Pub Date : 2025-11-08Epub Date: 2025-10-22DOI: 10.1016/S0140-6736(25)01375-3
John Deanfield, A Michael Lincoff, Steven E Kahn, Scott S Emerson, Ildiko Lingvay, Benjamin M Scirica, Jorge Plutzky, Robert F Kushner, Helen M Colhoun, G Kees Hovingh, Signe Stensen, Peter E Weeke, Ole Kleist Jeppesen, Rafael Bravo, Chau-Chung Wu, Issei Komuro, Ferruccio Santini, Jøran Hjelmesæth, Miguel Urina-Triana, Silvio Buscemi, Donna H Ryan
Background: The SELECT trial found semaglutide reduced major adverse cardiovascular events (MACE) in patients with overweight or obesity with cardiovascular disease but without diabetes. We report a prespecified analysis of the SELECT trial on the relationships between baseline adiposity measures, treatment-induced adiposity changes, and subsequent MACE risk.

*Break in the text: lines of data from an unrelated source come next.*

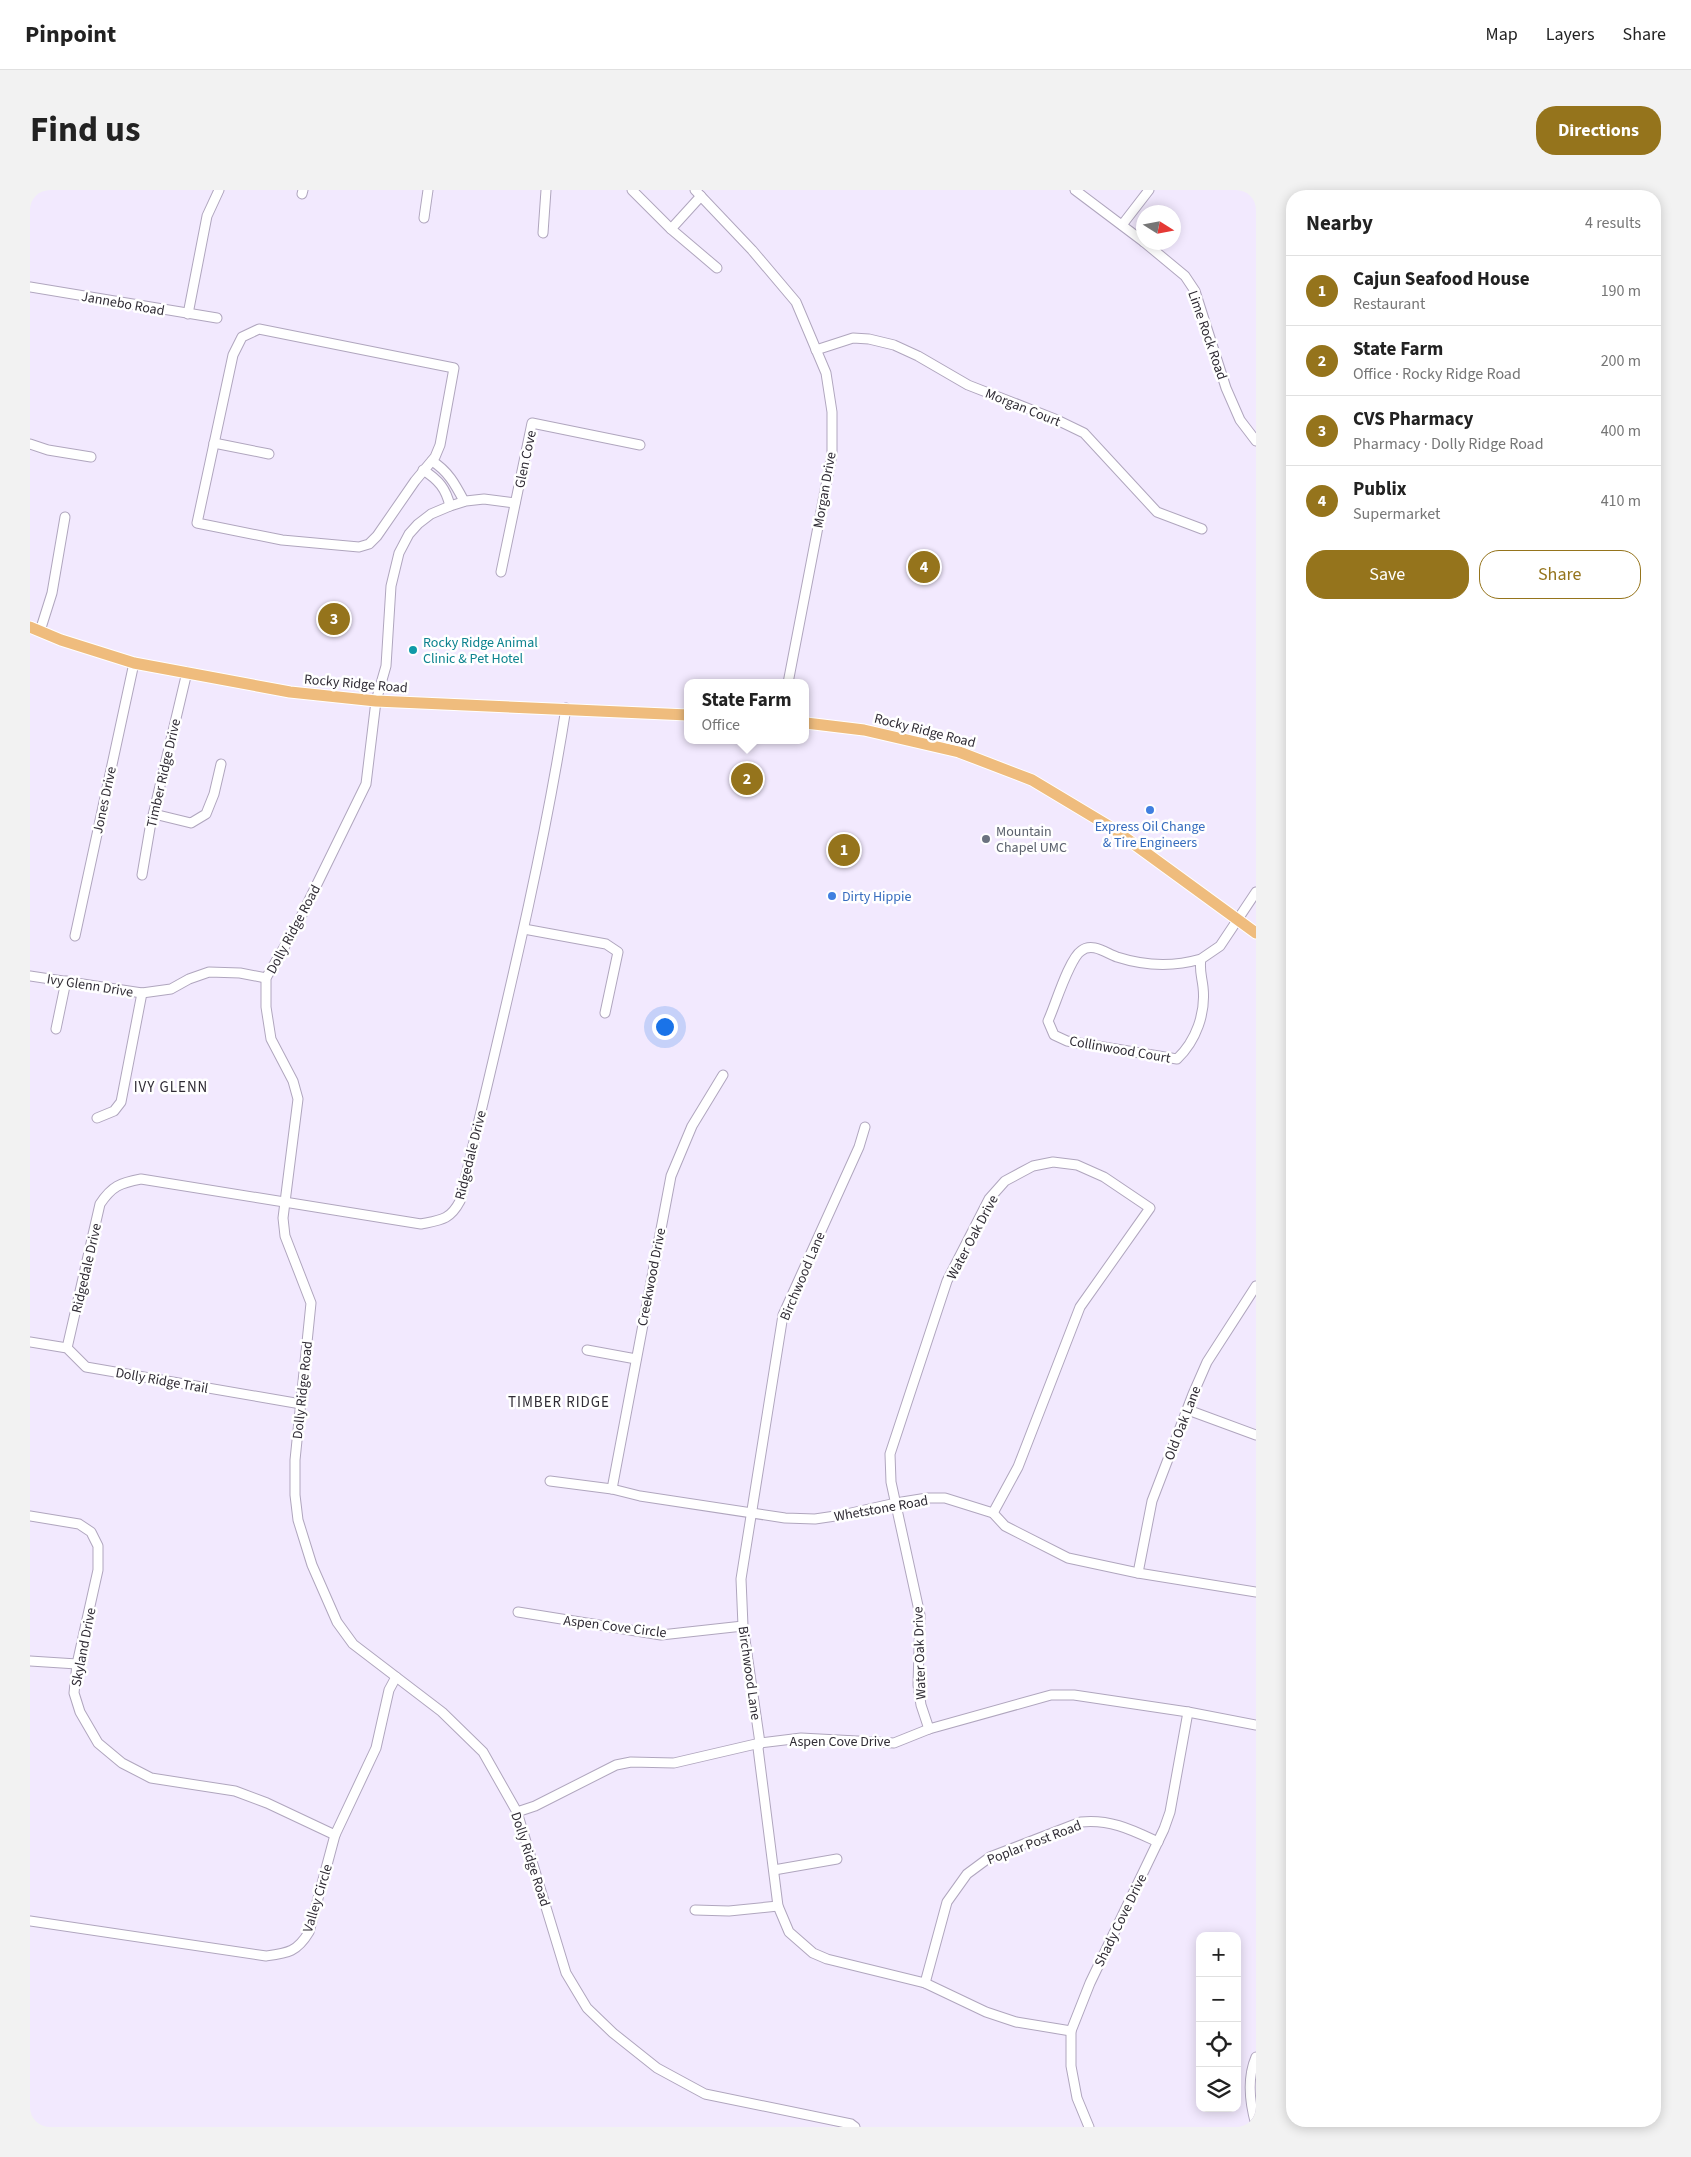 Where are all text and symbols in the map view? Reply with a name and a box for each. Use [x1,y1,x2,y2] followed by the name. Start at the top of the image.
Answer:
[25,17,116,52] text: Pinpoint
[1486,22,1518,47] text: Map
[1546,22,1595,47] text: Layers
[1623,22,1666,47] text: Share
[30,105,140,155] text: Find us
[1536,106,1661,155] button: Directions
[1136,205,1181,250] north arrow
[1306,208,1373,238] text: Nearby
[1585,212,1641,234] text: 4 results
[1353,266,1530,293] text: Cajun Seafood House
[1318,280,1326,302] text: 1
[1601,280,1641,302] text: 190 m
[80,287,166,321] street label: Jannebo Road
[1182,288,1232,383] street label: Lime Rock Road
[1353,293,1426,315] text: Restaurant
[1353,336,1443,363] text: State Farm
[1318,350,1326,372] text: 2
[1601,350,1641,372] text: 200 m
[1353,363,1521,385] text: Office · Rocky Ridge Road
[982,384,1064,432] street label: Morgan Court
[1353,406,1474,433] text: CVS Pharmacy
[1318,420,1326,442] text: 3
[1601,420,1641,442] text: 400 m
[510,428,542,490] street label: Glen Cove
[1353,433,1544,455] text: Pharmacy · Dolly Ridge Road
[808,450,842,530] street label: Morgan Drive
[1353,476,1406,503] text: Publix
[1318,490,1326,512] text: 4
[1601,490,1641,512] text: 410 m
[1353,503,1440,525] text: Supermarket
[908,548,940,586] pin: 4
[1306,550,1469,599] button: Save
[1479,550,1641,599] button: Share
[318,600,350,638] pin: 3
[423,633,538,669] place label: Rocky Ridge Animal Clinic & Pet Hotel
[407,644,419,656] marker: Rocky Ridge Animal Clinic & Pet Hotel
[303,670,409,698] street label: Rocky Ridge Road
[684,679,809,744] popup
[701,687,792,714] text: State Farm
[872,709,978,753] street label: Rocky Ridge Road
[701,714,740,736] text: Office
[142,717,186,830] street label: Timber Ridge Drive
[731,760,763,798] pin: 2
[88,765,122,835] street label: Jones Drive
[1144,804,1156,816] marker: Express Oil Change & Tire Engineers
[1095,817,1205,853] place label: Express Oil Change & Tire Engineers
[996,822,1067,858] place label: Mountain Chapel UMC
[828,831,860,869] pin: 1
[980,833,992,845] marker: Mountain Chapel UMC
[262,881,326,978] street label: Dolly Ridge Road
[842,887,912,907] place label: Dirty Hippie
[826,890,838,902] marker: Dirty Hippie
[45,969,135,1003] street label: Ivy Glenn Drive
[652,1014,678,1040] your location
[1068,1031,1172,1069] street label: Collinwood Court
[134,1077,208,1098] district label: IVY GLENN
[450,1108,492,1202] street label: Ridgedale Drive
[942,1192,1004,1283] street label: Water Oak Drive
[67,1221,107,1315] street label: Ridgedale Drive
[633,1226,671,1328] street label: Creekwood Drive
[775,1229,831,1324] street label: Birchwood Lane
[288,1340,318,1440] street label: Dolly Ridge Road
[114,1363,210,1399] street label: Dolly Ridge Trail
[1160,1383,1206,1463] street label: Old Oak Lane
[508,1392,610,1413] district label: TIMBER RIDGE
[833,1491,930,1527] street label: Whetstone Road
[67,1606,101,1688] street label: Skyland Drive
[908,1606,932,1700] street label: Water Oak Drive
[562,1611,668,1643] street label: Aspen Cove Circle
[733,1625,766,1721] street label: Birchwood Lane
[789,1732,891,1752] street label: Aspen Cove Drive
[505,1809,555,1909] street label: Dolly Ridge Road
[984,1816,1084,1870] street label: Poplar Post Road
[298,1862,338,1935] street label: Valley Circle
[1090,1870,1152,1970] street label: Shady Cove Drive
[1196,1932,1241,2112] map controls
[1196,1932,1241,1977] button: +
[1196,1977,1241,2022] button: −
[1196,2022,1241,2067] button: locate
[1196,2067,1241,2112] button: layers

Methods: Patients aged at least 45 years, with a BMI of at least 27 kg/m2 were enrolled in 41 countries (804 sites) and randomised 1:1 to once-weekly semaglutide 2·4 mg or placebo. The primary outcome was time to first MACE (composite of cardiovascular death, non-fatal myocardial infarction, or non-fatal stroke). Adiposity measures included weight and waist circumference. In this analysis, risk of MACE occurring after 20 weeks was assessed between patients by adiposity changes in the first 20 weeks and, in a separate analysis, all in-trial MACE were assessed between patients by adiposity changes over 104 weeks. This trial is registered with ClinicalTrials.gov, NCT03574597.
Findings: Semaglutide significantly reduced MACE incidence compared with placebo among 17 604 patients enrolled in SELECT, with consistent benefits across all baseline weight and waist circumference categories. In the semaglutide group, analyses for linear trends showed lower baseline bodyweight and waist circumference were associated with lower incidence of MACE-an average 4% reduction in risk per 5 kg lower bodyweight (hazard ratio [HR] 0·96 [95% CI 0·94-0·99]; p=0·001) and per 5 cm smaller waist circumference (0·96 [0·93-0·99]; p=0·004). In the placebo group, lower baseline waist circumference (0·96 [0·94-0·99]; p=0·007), but not bodyweight (0·99 [0·97-1·01]; p=0·28), was associated with a lower MACE risk and weight loss was paradoxically associated with increased MACE risk. In those receiving semaglutide there was no linear trend linking weight loss at week 20 to subsequent MACE risk, but greater waist circumference reduction at week 20 was associated with lower subsequent MACE risk, and waist circumference reduction by week 104 was associated with lower in-trial risk of MACE. An estimated 33% of the observed benefit on MACE was mediated through waist circumference reduction (HR 0·86 [95% CI 0·77-0·97] after adjustment for time-varying changes in waist circumference).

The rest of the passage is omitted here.